Try the one on the VIN plate.


----------



## cretebaby (Aug 23, 2008)

jhenderson9196;1467177 said:


> The gvw of heavier trailers is often the total of the axles plus the recommended max tongue weight. When the trailer is light, tongue weight means little. When the trailer is maxed out, to little tongue weight will make the combination uncontrollable. Too little tongue weight can also overload the rear axle.Too much will overload the front axle, as well as the rear of the truck.


Do you know the difference between GVWR and GVW? You virtually can't overload one axle. It would have to be crazy out of level to do that


----------



## cjwoz (Jan 7, 2008)

I appreciate your concern,,,and the plate is stamped 16000 GVWR


----------



## mossman381 (Nov 17, 2009)

That is a really nice trailer. I hate to think of what that cost. I am going to look at used gooseneck tomorrow.


----------



## hlntoiz (Jan 13, 2009)

cjwoz;1467256 said:


> I appreciate your concern,,,and the plate is stamped 16000 GVWR


So the Trailer weights 4000#'s and after you put the skid steer (guess 8000#'s) on it you can haul about 2 yds of dirt?


----------



## oldmankent (Mar 2, 2001)

hlntoiz;1467331 said:


> So the Trailer weights 4000#'s and after you put the skid steer (guess 8000#'s) on it you can haul about 2 yds of dirt?


Trailer weighs 7k empty.


----------



## redneck farmer (Dec 2, 2006)

Great look trailer set up. The B&W gooseneck is the way to go I had one but had to change it out as I needed a sliding 5th wheel as well for my 5th wheel camper. So I had to get a reese system so I could change between the gooseneck plate and 5th wheel slider.


----------



## hlntoiz (Jan 13, 2009)

oldmankent;1467340 said:


> Trailer weighs 7k empty.


Ouch, So what is the point of the trailer? Can't carry a SS and any load. you where better off with just a heavy duty dump trailer IMO


----------



## BossPlow2010 (Sep 29, 2010)

hlntoiz;1467548 said:


> Ouch, So what is the point of the trailer? Can't carry a SS and any load. you where better off with just a heavy duty dump trailer IMO


Why can't you haul a skid? Or a load?


----------



## cjwoz (Jan 7, 2008)

I'm trying to figure that one out myself..


----------



## hlntoiz (Jan 13, 2009)

BossPlow2010;1467561 said:


> Why can't you haul a skid? Or a load?


My point is you can't haul *both* at once "legally". So why have a trailer that is multifunctional when you can't use both functions at once? to each there own but If it where me I would have just bought a triaxle gooseneck dump trailer and forget the area to load other equipment.

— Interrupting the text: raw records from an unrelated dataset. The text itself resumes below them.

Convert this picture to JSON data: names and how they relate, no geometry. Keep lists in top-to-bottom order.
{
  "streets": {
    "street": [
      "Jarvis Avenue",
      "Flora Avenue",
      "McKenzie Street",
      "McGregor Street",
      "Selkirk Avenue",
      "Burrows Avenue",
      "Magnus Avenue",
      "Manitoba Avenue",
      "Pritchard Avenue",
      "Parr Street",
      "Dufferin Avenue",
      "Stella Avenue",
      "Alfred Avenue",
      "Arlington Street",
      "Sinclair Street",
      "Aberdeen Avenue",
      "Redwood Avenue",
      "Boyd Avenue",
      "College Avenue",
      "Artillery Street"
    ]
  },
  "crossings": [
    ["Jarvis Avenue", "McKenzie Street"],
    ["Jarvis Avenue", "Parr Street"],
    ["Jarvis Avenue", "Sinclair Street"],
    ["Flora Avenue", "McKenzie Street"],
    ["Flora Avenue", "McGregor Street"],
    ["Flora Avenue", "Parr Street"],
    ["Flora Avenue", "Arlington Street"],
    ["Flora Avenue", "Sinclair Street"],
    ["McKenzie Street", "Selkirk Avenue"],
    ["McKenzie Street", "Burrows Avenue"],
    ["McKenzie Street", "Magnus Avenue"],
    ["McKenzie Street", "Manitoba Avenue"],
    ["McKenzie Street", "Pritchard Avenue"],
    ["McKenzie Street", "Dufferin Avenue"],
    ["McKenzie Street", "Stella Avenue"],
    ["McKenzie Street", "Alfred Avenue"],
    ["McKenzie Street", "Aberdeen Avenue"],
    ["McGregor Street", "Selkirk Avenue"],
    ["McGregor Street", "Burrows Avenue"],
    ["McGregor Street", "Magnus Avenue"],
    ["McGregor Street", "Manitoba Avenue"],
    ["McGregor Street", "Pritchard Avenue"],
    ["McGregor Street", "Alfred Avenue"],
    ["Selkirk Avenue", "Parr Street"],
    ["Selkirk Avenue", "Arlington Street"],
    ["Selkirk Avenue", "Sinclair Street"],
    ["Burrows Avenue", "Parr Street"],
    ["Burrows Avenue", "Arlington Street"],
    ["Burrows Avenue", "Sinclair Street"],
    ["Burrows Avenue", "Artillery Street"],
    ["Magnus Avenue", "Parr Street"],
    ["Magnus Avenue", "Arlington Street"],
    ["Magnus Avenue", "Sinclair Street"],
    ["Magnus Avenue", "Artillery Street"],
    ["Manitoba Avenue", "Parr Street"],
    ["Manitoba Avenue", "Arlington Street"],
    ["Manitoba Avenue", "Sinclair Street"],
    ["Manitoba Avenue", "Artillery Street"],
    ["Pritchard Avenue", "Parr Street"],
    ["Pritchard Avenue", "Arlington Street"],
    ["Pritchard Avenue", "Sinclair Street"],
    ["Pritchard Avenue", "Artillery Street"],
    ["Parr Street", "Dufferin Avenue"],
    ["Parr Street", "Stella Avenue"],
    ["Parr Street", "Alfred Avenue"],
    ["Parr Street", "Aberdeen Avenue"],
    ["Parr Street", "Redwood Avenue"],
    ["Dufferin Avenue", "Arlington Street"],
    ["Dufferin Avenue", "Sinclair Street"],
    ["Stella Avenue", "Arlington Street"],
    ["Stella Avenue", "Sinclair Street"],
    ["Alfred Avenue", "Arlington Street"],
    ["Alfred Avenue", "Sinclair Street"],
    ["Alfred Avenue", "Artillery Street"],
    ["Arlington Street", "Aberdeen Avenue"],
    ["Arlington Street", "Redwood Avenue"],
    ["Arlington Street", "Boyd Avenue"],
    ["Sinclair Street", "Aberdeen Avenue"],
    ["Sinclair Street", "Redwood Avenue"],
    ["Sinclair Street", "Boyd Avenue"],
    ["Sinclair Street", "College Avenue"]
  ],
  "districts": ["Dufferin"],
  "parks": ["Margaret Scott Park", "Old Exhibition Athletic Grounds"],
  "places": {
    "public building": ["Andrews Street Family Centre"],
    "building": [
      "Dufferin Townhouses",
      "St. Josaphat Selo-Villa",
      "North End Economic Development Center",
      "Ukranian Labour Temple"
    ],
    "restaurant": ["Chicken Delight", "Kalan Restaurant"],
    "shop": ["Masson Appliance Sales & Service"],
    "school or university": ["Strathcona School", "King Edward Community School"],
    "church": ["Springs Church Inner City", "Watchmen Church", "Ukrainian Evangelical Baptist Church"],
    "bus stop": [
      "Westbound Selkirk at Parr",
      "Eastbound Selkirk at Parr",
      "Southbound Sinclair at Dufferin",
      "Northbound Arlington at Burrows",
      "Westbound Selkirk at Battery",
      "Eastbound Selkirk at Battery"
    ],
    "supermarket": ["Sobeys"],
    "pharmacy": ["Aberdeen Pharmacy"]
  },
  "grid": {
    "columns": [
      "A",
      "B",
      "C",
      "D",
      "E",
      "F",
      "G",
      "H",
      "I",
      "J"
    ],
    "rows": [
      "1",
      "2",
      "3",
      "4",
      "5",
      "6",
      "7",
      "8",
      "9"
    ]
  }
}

Just saying. There is just alot of extra weight and length for what really? If it has another axle adding another 8k carrying weight then I think you would be better off.

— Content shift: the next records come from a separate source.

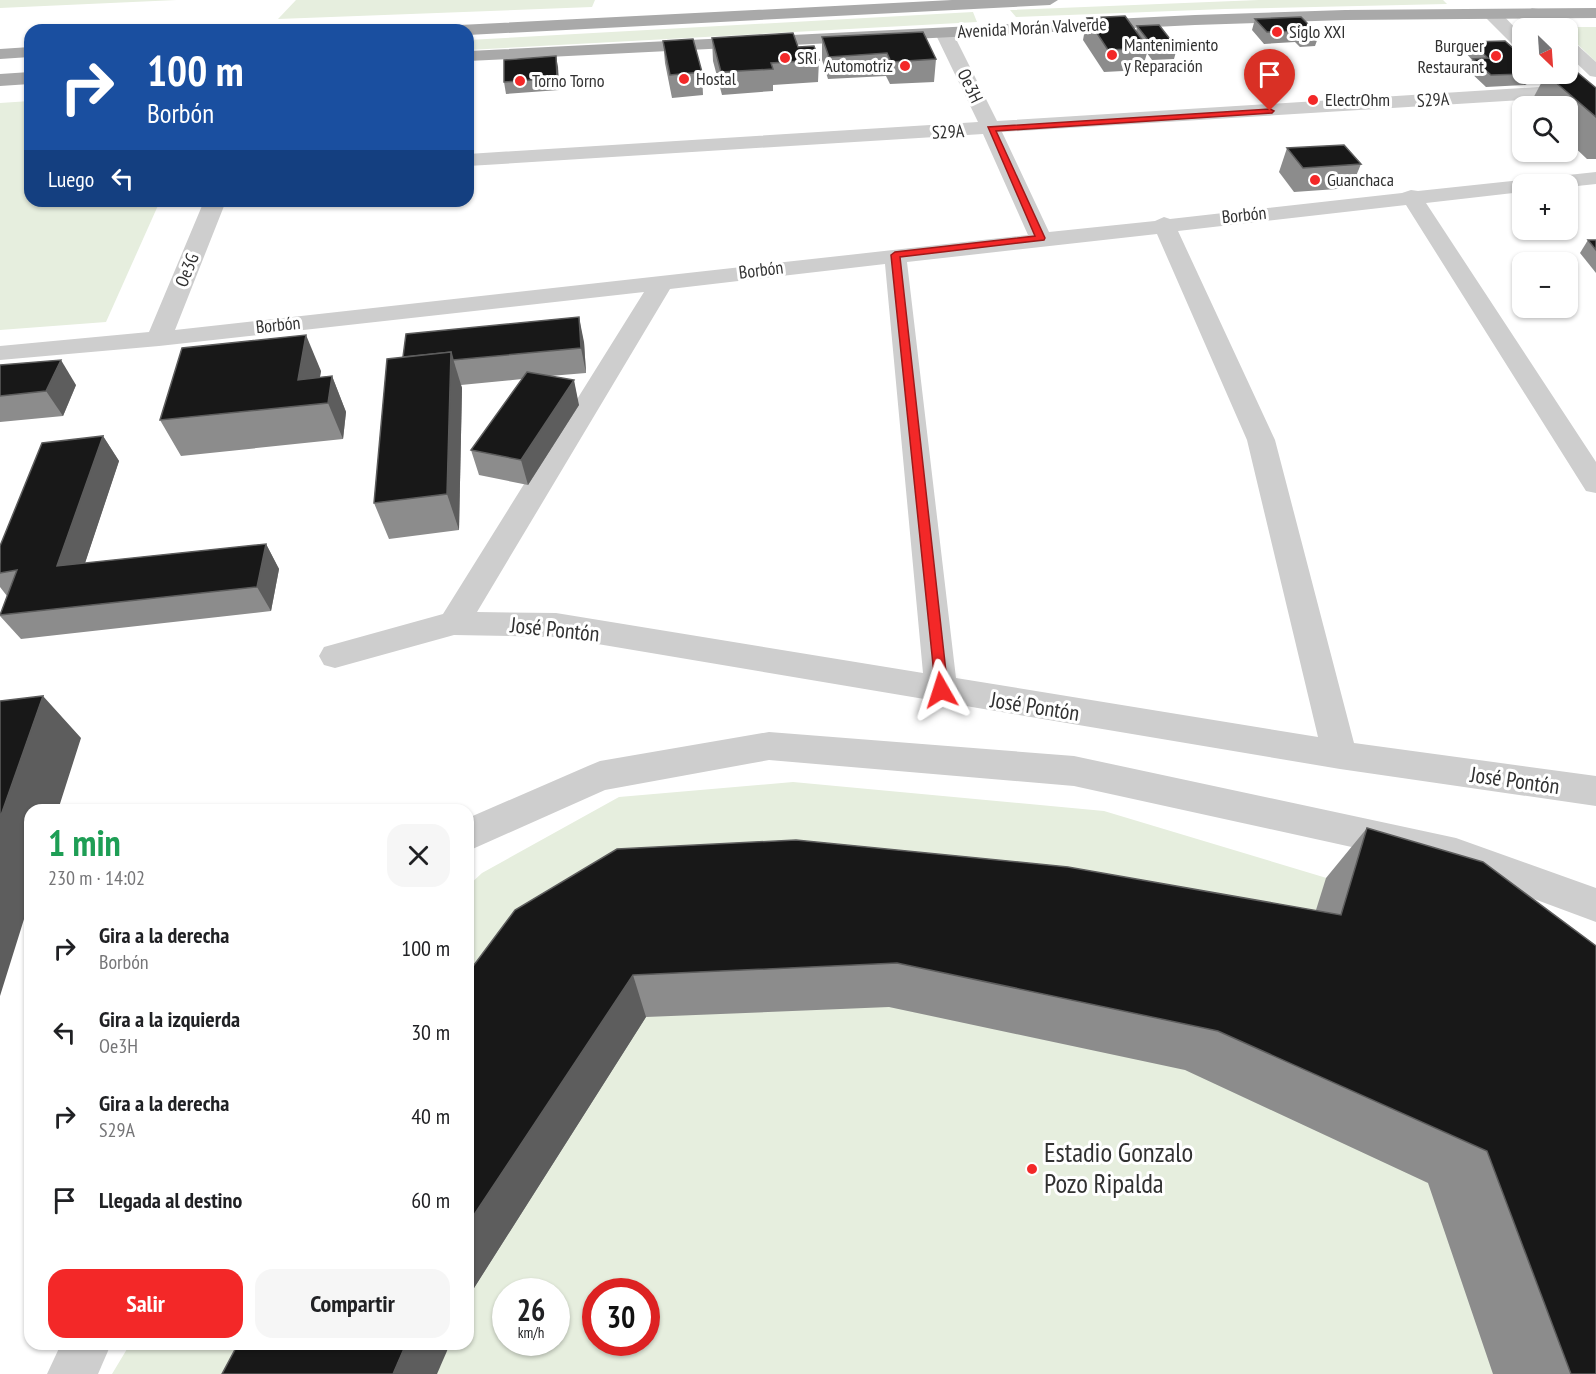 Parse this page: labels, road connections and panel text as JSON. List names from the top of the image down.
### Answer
{
  "streets": {
    "main road": ["Avenida Morán Valverde"],
    "street": [
      "Oe3H",
      "S29A",
      "Borbón",
      "Oe3G",
      "José Pontón"
    ]
  },
  "crossings": [
    ["Avenida Morán Valverde", "Oe3H"],
    ["Oe3H", "S29A"],
    ["Oe3H", "Borbón"],
    ["Borbón", "Oe3G"]
  ],
  "places": [
    "Siglo XXI",
    "Mantenimiento y Reparación",
    "Burguer Restaurant",
    "SRI",
    "Automotriz",
    "Hostal",
    "Torno Torno",
    "ElectrOhm",
    "Guanchaca",
    "Estadio Gonzalo Pozo Ripalda"
  ],
  "north": "bottom right",
  "page": {
    "map_buttons": ["+", "−"],
    "turn": ["100 m", "Borbón"],
    "then": "Luego",
    "heading": ["1 min", "230 m · 14:02"],
    "list": [
      {
        "name": "Gira a la derecha",
        "note": "Borbón",
        "value": "100 m"
      },
      {
        "name": "Gira a la izquierda",
        "note": "Oe3H",
        "value": "30 m"
      },
      {
        "name": "Gira a la derecha",
        "note": "S29A",
        "value": "40 m"
      },
      {
        "name": "Llegada al destino",
        "value": "60 m"
      }
    ],
    "buttons": ["Salir", "Compartir"],
    "speed": "26 km/h",
    "limit": "30"
  }
}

I am sure it will work out for you good, I am just making an observation.


----------



## MIDTOWNPC (Feb 17, 2007)

I like the benefit of hauling a skid, unloading, loading your tearout dumping and brining back your stone or material and not having to unhook or go back to the yard for another trailer.


----------



## Glenn Lawn Care (Sep 28, 2009)

Wow that's really nice!


----------



## cjwoz (Jan 7, 2008)

Hlntoiz,,I see your point!!! However, This trailer's primary purpose is to move my snow equipment at one time. I store most of that equipment in a garage. In Chicago yard space can run a premium. When the time comes that I no longer have that storage. I can store all my equipment on this trailer and then rent yard space. I do have secondary uses for this trailer. To address your comment,,,I knew that if I made it a tri axel ,with the truck I have, I would always run the truck overloaded. My truck is rated to tow 16000 with a bed hitch. I know that the truck will easily pull more and has, but with a design such as this, and what I use it for, I wanted to keep it a legal as possible


----------



## chs1993 (Nov 12, 2006)

sweet trailer! I could use one just like it


----------



## cjwoz (Jan 7, 2008)

Pics of the trailer loaded


----------



## cjwoz (Jan 7, 2008)

The last couple of pics!!!


----------



## ColumbiaLand (Sep 1, 2008)

Now that you see how you have it all in there, Thats a great idea


----------



## oldmankent (Mar 2, 2001)

How are you not over your RGAWR with it loaded like that? Just wondering? Do you have one of these? http://www.sherline.com/lm.htm Mine is great. I can dial in the tongue weight just right. You can eyeball a load all day, but actually weighing it is nice. Amazing what moving something 12" will do.


----------



## Mark13 (Dec 3, 2006)

oldmankent;1468808 said:


> How are you not over your RGAWR with it loaded like that? Just wondering? Do you have one of these? http://www.sherline.com/lm.htm Mine is great. I can dial in the tongue weight just right. You can eyeball a load all day, but actually weighing it is nice. Amazing what moving something 12" will do.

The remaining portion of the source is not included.